Search the records for "hidden". Copy every line where it appears.

Source data:
----

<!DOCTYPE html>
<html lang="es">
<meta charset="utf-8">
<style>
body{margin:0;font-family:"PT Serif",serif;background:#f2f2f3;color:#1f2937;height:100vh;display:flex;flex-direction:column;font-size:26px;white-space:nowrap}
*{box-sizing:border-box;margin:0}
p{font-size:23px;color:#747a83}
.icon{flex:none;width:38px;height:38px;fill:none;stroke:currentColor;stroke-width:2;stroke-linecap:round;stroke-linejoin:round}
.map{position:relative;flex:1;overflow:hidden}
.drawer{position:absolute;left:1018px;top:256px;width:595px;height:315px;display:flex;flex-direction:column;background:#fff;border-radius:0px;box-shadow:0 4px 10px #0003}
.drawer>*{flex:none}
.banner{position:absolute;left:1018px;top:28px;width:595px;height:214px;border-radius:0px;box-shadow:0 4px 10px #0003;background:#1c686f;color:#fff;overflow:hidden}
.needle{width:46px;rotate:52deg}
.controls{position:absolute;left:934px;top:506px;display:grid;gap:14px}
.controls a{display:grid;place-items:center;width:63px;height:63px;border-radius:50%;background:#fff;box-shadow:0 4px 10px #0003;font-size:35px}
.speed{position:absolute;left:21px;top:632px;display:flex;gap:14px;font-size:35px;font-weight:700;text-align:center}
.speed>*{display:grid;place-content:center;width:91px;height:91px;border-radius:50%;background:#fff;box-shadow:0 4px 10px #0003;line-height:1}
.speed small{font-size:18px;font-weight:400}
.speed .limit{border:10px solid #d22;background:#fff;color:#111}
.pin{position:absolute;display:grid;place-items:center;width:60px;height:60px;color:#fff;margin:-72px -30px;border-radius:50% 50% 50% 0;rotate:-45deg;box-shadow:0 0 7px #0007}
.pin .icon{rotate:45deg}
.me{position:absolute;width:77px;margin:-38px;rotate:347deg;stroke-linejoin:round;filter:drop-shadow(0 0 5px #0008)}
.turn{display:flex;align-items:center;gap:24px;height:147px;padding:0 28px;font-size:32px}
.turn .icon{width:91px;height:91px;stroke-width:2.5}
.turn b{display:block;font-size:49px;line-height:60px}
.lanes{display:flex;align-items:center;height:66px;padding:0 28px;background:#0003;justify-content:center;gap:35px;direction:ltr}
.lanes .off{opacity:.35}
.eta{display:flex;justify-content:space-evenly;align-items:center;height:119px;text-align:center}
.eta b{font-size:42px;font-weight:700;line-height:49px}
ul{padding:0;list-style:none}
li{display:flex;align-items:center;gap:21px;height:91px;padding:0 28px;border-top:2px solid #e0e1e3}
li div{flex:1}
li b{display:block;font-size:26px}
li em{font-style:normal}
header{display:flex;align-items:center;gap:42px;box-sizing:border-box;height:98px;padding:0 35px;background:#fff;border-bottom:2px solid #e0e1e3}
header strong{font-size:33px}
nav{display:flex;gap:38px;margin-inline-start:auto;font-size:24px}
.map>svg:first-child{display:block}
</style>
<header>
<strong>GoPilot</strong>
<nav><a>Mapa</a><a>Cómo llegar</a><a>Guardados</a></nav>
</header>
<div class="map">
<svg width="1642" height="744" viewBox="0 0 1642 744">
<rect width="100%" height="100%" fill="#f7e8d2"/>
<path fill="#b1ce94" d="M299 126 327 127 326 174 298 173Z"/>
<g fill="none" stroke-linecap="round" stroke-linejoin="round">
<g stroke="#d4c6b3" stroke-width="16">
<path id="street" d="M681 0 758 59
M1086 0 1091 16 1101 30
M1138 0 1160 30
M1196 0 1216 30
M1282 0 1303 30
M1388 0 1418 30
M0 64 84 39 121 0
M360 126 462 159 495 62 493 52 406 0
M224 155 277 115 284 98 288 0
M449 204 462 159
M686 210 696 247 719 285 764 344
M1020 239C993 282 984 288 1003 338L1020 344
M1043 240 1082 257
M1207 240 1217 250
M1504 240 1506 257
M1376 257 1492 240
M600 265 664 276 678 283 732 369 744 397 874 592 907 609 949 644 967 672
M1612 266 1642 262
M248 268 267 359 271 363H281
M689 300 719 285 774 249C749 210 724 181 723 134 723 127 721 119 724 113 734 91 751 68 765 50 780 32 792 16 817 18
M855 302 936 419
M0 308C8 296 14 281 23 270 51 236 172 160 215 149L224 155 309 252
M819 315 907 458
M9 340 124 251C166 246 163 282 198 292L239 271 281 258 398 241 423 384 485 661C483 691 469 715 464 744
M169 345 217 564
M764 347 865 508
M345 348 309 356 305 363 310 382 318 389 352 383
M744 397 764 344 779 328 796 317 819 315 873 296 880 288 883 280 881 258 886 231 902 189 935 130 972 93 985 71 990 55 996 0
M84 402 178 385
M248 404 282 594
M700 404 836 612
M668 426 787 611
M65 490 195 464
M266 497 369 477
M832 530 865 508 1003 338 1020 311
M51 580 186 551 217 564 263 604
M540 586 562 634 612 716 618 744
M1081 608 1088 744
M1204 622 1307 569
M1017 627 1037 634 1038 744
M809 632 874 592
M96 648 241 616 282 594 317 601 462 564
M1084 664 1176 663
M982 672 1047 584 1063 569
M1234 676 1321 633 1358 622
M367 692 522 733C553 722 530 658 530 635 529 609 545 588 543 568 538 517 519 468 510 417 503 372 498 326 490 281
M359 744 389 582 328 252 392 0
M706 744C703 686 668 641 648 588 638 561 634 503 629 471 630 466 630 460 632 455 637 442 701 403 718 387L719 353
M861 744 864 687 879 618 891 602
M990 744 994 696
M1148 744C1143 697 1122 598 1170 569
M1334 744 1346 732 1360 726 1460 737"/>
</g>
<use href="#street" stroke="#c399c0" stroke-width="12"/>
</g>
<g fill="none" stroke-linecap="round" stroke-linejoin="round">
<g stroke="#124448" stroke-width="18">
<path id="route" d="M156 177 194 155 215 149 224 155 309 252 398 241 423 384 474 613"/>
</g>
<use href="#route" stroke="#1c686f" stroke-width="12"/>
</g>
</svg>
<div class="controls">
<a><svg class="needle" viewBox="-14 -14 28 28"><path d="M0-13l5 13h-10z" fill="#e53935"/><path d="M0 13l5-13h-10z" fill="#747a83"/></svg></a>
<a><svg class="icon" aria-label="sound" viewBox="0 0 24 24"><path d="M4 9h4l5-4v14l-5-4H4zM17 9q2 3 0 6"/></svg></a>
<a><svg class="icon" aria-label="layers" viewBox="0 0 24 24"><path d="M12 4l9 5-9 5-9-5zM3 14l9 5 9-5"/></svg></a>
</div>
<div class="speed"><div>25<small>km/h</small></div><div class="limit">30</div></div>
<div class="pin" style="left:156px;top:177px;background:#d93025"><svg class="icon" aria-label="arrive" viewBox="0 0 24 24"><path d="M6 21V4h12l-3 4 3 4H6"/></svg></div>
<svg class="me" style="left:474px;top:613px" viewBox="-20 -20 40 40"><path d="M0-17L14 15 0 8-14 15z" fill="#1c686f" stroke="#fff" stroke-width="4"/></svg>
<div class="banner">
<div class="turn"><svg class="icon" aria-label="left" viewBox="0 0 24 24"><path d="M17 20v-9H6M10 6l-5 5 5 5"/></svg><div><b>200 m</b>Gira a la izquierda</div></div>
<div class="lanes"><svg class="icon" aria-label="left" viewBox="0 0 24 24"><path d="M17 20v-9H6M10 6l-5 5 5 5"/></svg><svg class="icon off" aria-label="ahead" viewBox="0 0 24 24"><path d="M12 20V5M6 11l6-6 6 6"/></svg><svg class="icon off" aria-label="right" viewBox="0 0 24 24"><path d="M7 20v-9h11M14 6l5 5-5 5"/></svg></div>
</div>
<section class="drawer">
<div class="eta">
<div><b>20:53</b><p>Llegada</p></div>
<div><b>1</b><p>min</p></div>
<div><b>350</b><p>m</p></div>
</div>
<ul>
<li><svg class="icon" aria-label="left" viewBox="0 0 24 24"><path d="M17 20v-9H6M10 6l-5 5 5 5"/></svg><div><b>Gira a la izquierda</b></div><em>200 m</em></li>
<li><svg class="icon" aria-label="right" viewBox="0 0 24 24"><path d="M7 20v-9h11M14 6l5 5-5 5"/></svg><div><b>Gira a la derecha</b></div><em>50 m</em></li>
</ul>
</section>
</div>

----

Response to the exercise |
.map{position:relative;flex:1;overflow:hidden}
.banner{position:absolute;left:1018px;top:28px;width:595px;height:214px;border-radius:0px;box-shadow:0 4px 10px #0003;background:#1c686f;color:#fff;overflow:hidden}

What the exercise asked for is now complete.